Cytochrome c oxidase (COX) activity measurements: To test the effect of TBI on electron transport chain function, COX activity measurements were performed as described Lee et al, 2005 and 2009 (Lee et al. 2005; Lee et al. 2009). Briefly, fly heads were collected and stored frozen at −80 ºC until measurements were performed. COX activity was measured with a micro Clark-type oxygen electrode in a closed chamber (Oxygraph system, Hansatech) at 25°C. Frozen samples were minced in 10 mM K-HEPES, 40 mM KCL, 1% Tween-20, 2 mM EGTA, 1 mM Na-vanadate, 1 mM PMSF, 1 µM oligomycin) and solubilized by sonication for 5 seconds for 2 times. The supernatant was collected, and COX activity measured in the presence 20 cow heart cytochrome c (Sigma) and 20 mM ascorbic acid as reductant. Oxygen consumption was recorded on a computer and analyzed with the Oxygraph software. Protein concentration was determined with the DC protein assay kit (Bio-Rad, Hercules, CA, USA). COX specific activity was defined as consumed O2 (nmol)/min/mg total protein and reported as % of control.

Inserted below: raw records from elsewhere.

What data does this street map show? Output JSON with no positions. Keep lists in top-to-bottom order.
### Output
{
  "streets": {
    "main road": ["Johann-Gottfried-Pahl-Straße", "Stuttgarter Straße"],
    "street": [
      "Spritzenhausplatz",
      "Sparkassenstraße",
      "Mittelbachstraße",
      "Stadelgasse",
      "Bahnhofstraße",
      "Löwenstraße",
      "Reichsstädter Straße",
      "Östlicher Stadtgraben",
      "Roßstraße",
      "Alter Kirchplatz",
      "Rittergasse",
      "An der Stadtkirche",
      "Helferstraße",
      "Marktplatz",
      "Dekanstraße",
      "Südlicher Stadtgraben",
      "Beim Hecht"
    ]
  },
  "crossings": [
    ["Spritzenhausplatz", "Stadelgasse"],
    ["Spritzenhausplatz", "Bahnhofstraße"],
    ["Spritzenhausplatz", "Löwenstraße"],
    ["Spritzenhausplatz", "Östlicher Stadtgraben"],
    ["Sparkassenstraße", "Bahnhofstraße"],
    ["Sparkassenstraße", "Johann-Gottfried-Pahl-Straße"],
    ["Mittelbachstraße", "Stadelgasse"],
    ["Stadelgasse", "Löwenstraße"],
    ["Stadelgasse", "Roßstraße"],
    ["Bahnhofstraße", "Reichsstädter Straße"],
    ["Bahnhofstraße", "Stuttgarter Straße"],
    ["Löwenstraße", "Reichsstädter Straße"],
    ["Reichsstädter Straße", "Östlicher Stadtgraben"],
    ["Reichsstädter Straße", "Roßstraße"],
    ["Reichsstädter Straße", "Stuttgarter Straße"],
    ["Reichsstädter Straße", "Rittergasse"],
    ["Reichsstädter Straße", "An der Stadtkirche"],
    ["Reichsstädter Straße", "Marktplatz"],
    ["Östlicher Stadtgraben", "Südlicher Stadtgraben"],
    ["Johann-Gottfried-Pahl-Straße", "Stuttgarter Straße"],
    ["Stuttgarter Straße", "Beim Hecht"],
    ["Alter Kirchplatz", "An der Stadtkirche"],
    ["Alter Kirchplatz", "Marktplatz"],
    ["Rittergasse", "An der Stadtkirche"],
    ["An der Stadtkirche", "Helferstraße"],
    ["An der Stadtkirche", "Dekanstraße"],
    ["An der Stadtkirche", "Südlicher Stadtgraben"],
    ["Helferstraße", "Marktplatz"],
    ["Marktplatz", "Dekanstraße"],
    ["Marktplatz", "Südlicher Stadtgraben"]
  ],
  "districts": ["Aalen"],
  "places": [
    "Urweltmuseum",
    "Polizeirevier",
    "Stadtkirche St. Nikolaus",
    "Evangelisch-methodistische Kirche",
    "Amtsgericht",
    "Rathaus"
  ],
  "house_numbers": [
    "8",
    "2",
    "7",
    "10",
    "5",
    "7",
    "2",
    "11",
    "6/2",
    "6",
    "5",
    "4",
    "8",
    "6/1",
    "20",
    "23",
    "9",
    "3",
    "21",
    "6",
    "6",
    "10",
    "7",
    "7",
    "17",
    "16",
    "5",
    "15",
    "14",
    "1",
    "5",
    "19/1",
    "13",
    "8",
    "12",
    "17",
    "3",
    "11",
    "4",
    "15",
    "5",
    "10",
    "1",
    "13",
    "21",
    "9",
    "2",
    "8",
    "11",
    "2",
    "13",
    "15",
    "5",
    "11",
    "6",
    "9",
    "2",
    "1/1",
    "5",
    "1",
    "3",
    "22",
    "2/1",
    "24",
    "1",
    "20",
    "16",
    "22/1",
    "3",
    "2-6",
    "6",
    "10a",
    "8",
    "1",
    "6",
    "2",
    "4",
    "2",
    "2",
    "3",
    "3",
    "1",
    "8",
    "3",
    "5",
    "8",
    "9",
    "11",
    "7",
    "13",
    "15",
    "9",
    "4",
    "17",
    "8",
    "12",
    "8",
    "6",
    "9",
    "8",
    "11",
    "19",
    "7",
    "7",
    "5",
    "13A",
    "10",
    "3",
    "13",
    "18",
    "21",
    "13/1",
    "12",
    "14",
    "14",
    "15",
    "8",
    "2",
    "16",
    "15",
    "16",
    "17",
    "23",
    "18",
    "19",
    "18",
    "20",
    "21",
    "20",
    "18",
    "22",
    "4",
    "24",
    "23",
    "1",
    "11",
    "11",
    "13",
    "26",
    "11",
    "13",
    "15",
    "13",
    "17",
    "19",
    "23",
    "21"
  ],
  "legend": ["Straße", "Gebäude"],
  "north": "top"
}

Measurement of total ATP concentration: ATP levels were determined via the bioluminescent Method (HS II kit, Roche Applied Science) in conjunction with the boiling Method as described (Samavati et al. 2008).
11. RNA sequencing and ChIP sequencing
Library for RNA sequencing was prepared as described in the TruSeq Sranded Total RNA Sample Preparation Guide, Rev. E, Oct. 2013, using the TruSeq Stranded Total RNA LT (w/ RiboZero Human/Mouse/Rat) -Set A library kit. 100 bps paired-end libraries for RNA and ChIP sequencing were sequencing on the Illumina HiSeq 2500 following cBot clustering.
12. Statistical analysis
A. RNA sequencing dataset used for meta-analysis
For the first study i.e. RNA sequencing of spinal cord tissue from mouse subjected to spinal contusion 2days or 7days post-injury, the data was directly downloaded from Gene Expression Omnibus (GEO accession number: GSE45376). For the second study i.e. RNA sequencing of hippocampal and cortical tissue from mice subjected to mTBI, the raw .fastq files were obtained from the authors.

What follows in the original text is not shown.